7. Incarcerated for 21 years: For 21 years Yakub has lived with the “brooding horror” which “haunts” a condemned prisoner. To hang him now is neither fair nor just as it is punishing him twice over. It is plain vengeance which the state shows towards a condemned and defenceless man.

8. Denial of reform: A chartered accountant by profession, Yakub was known to be a silent observer during court proceedings. In 21 years of which he has spent 8 years in the death row, he has completed two MAs, one in English and the other in Political Science from IGNOU. Several recent judgments have emphasised the importance of reform and rehabilitation based on conduct. However, Yakub’s efforts have never been recognized.
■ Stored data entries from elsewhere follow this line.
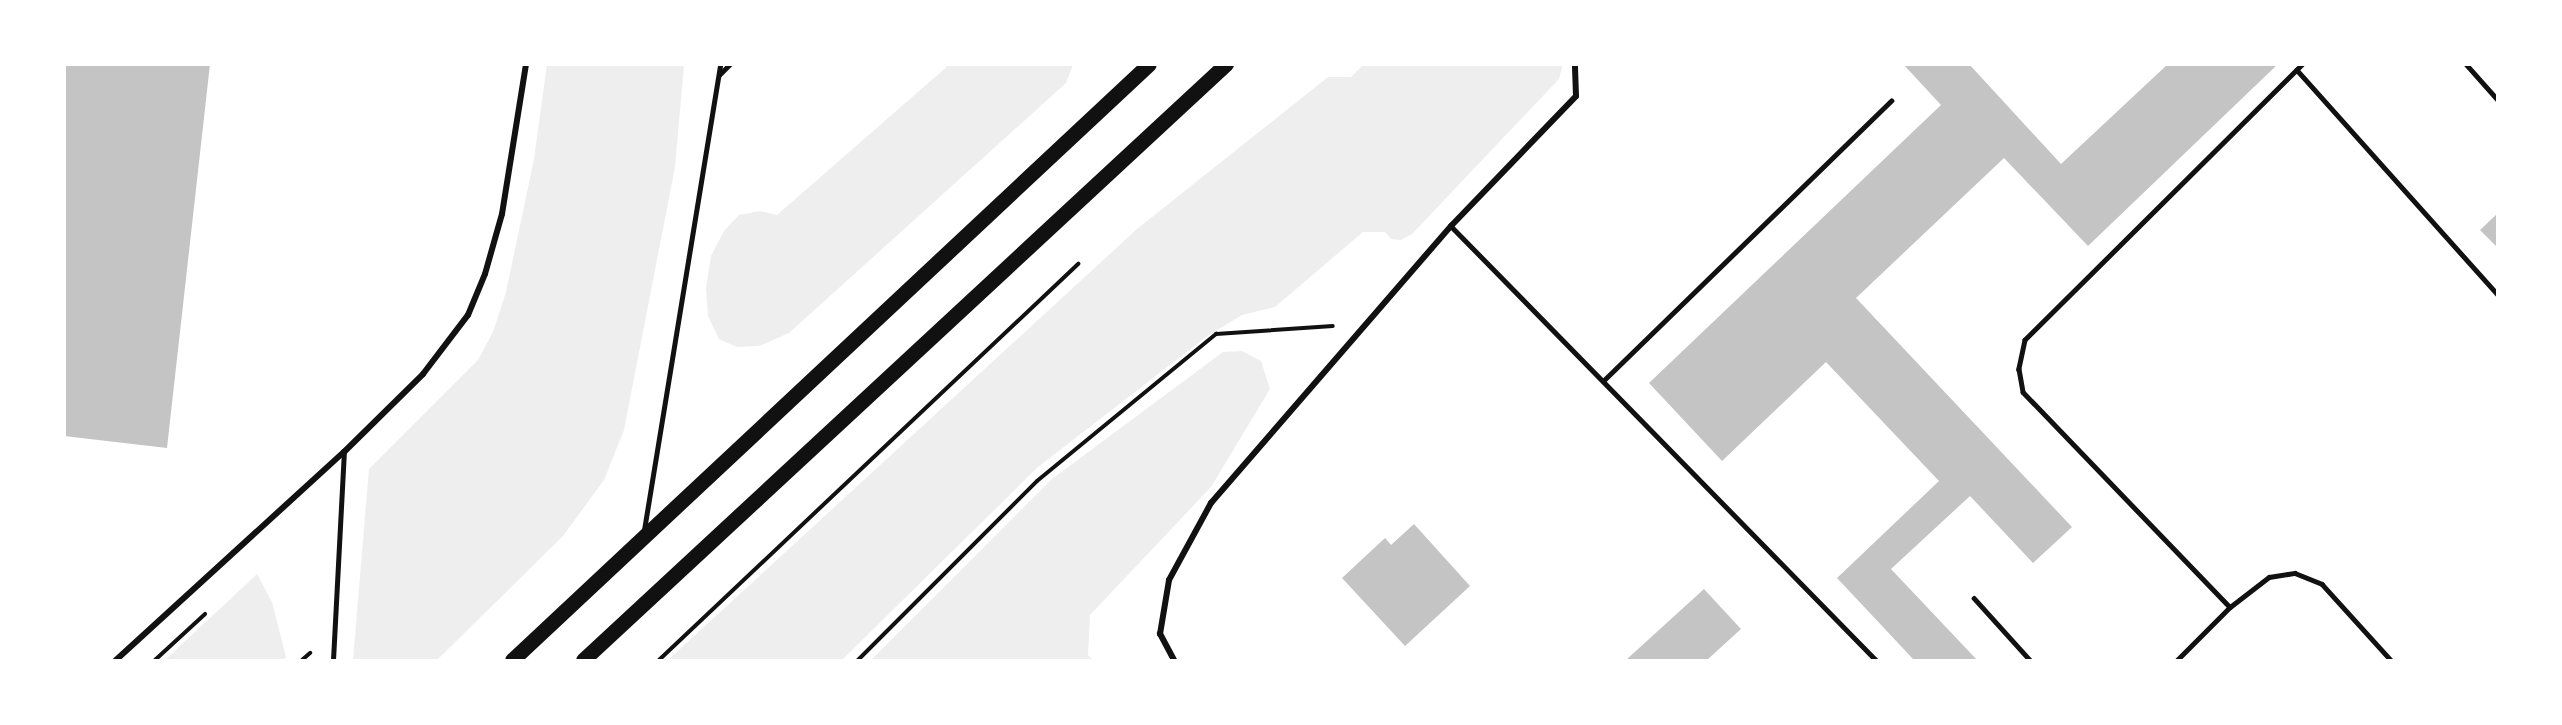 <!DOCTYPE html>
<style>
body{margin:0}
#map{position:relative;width:2562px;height:725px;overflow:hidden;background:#fff;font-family:Arial,sans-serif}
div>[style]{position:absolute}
.green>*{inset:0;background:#eee}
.building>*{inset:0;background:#c4c4c4}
.path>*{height:4px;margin:-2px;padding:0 2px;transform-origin:2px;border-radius:2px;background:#111}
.service>*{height:4.5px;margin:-2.25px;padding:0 2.25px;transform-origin:2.25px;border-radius:2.25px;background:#111}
.minor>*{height:6px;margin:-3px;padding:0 3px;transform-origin:3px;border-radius:3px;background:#111}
.primary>*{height:15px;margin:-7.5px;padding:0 7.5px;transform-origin:7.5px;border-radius:7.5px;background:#111}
span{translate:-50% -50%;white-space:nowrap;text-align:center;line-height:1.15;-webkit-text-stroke:4.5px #fff;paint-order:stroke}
.frame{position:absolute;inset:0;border:66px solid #fff;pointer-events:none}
</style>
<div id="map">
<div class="green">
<i style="clip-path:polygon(547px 64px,684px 65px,675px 167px,624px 430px,604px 480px,563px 536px,437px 660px,353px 660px,369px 469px,478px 360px,493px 332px,506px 292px,534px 159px)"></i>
<i style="clip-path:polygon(950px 64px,1073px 65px,1066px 83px,789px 333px,759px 346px,737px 347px,719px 339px,708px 316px,706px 288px,711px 256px,724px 231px,739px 215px,760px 211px,777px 215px)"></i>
<i style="clip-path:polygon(1364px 64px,1562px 64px,1562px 68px,1559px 79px,1412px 234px,1401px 240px,1391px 239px,1385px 232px,1363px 232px,1275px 307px,1242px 315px,1206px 337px,1038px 467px,842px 660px,668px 660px,1137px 229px,1328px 77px,1351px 77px)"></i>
<i style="clip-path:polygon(1242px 351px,1261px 361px,1270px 389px,1211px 487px,1090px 615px,1088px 655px,1093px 660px,871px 660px,1052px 479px,1223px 352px)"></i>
<i style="clip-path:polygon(257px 574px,272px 602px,286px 657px,283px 660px,165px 660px)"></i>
</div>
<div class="building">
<i style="clip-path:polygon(64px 64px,210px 64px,167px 448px,64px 436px)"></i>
<i style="clip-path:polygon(1903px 64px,1969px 64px,2061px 164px,2168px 64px,2278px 64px,2088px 246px,2004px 158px,1856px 298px,2072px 527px,2033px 563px,1970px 496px,1891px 569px,1977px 660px,1914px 660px,1837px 578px,1939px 481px,1826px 362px,1722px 461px,1649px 383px,1941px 105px)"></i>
<i style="clip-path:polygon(2498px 213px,2498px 248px,2480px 230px)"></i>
<i style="clip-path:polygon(1414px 524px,1470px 586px,1405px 646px,1342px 578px,1385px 538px,1391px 545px)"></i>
<i style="clip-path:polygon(1704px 589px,1741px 629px,1707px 660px,1626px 660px)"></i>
</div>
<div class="path">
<i style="left:155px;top:660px;width:68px;rotate:-42.6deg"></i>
<i style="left:302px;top:660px;width:11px;rotate:-41deg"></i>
<i style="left:659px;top:660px;width:577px;rotate:-43.38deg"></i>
<i style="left:858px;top:660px;width:253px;rotate:-45deg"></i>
<i style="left:1037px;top:481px;width:232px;rotate:-39.4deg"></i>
<i style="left:1216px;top:334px;width:117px;rotate:-3.9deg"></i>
</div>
<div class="service">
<i style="left:2303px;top:64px;width:8px;rotate:135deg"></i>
<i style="left:2297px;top:70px;width:302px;rotate:48.2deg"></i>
<i style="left:2466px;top:64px;width:48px;rotate:48.4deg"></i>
<i style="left:2297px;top:70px;width:383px;rotate:135.2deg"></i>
<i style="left:2025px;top:340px;width:30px;rotate:102deg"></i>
<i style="left:2019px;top:369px;width:23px;rotate:80deg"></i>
<i style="left:2023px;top:392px;width:298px;rotate:46.1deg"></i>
<i style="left:2230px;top:607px;width:49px;rotate:-37.6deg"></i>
<i style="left:2269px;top:577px;width:26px;rotate:-9deg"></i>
<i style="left:2295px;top:573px;width:29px;rotate:22deg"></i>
<i style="left:2322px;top:584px;width:103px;rotate:47.8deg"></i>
<i style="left:719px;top:75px;width:16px;rotate:-45deg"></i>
<i style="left:1451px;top:226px;width:607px;rotate:45.6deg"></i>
<i style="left:1603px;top:381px;width:402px;rotate:-44.2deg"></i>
<i style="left:644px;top:530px;width:472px;rotate:-80.7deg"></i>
<i style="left:1974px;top:598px;width:84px;rotate:47.9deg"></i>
<i style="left:333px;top:660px;width:208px;rotate:-87deg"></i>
<i style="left:2177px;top:660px;width:75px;rotate:-45deg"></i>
</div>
<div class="minor">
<i style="left:116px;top:660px;width:309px;rotate:-42.4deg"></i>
<i style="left:344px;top:452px;width:111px;rotate:-44.6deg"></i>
<i style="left:423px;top:374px;width:74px;rotate:-52.7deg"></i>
<i style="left:468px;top:315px;width:44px;rotate:-67.5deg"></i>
<i style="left:485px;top:274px;width:62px;rotate:-74.2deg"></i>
<i style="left:502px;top:214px;width:152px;rotate:-80.9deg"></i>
<i style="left:1174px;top:660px;width:30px;rotate:-118deg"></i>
<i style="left:1160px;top:634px;width:55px;rotate:-80.5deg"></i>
<i style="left:1169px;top:580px;width:88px;rotate:-61.4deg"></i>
<i style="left:1211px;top:503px;width:367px;rotate:-49.1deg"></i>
<i style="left:1451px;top:226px;width:180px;rotate:-46.1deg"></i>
<i style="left:1576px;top:96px;width:32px;rotate:-92deg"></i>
</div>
<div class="primary">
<i style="left:512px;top:660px;width:872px;rotate:-43.1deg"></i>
<i style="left:583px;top:660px;width:877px;rotate:-42.83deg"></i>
</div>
<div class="frame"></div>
</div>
9. A political hanging: The judicial process through which Yakub has been pronounced guilty and deserving of capital punishment has failed to bring to justice the main perpetrators of anti-Muslim carnage in December 1992 and January 1993, despite the Srikrishna Commission of Inquiry identifying a host of police officers and politicians belonging to Shiv Sena for their role. In the last one year, a similar trend is observable in the investigations into attacks committed by Hindu terror groups. 15 witnesses have turned hostile in the Ajmer Dargah blast (2007), the NIA has closed the Modasa case (2008) and has pressured the special prosecutor to ‘go soft’ on the investigations into the Malegeon blasts (2008).

The impending hanging of Yakub Memon raises certain very significant concerns regarding the role of the state and rights of people. As the above points illustrate, Yakub’s ‘crime’ is that of guilt by association and he is a scapegoat who has been conveniently caught and convicted as ‘most guilty’. Yakub Memon returned as a conscientious Indian citizen, albeit with a ‘criminal’ family background. If he is now hanged, the government must take responsibility for sending out the message that a Muslim cannot be a good citizen.

It is also imperative to ask as to what justice will be served through such an execution? Such regressive judicial pronouncement yet again convinces us that death penalty is not only prejudiced but also irrational. Fraught with the possibility of judicial error, the irreversibility of the punishment makes it totally condemnable. Globally, there is a move within countries to progressively do away with this regressive form of punishment. PUDR therefore urges the authorities including the judiciary in this case that in the interests of justice to commute his sentence, and in light of his 21 year-long incarceration to release him.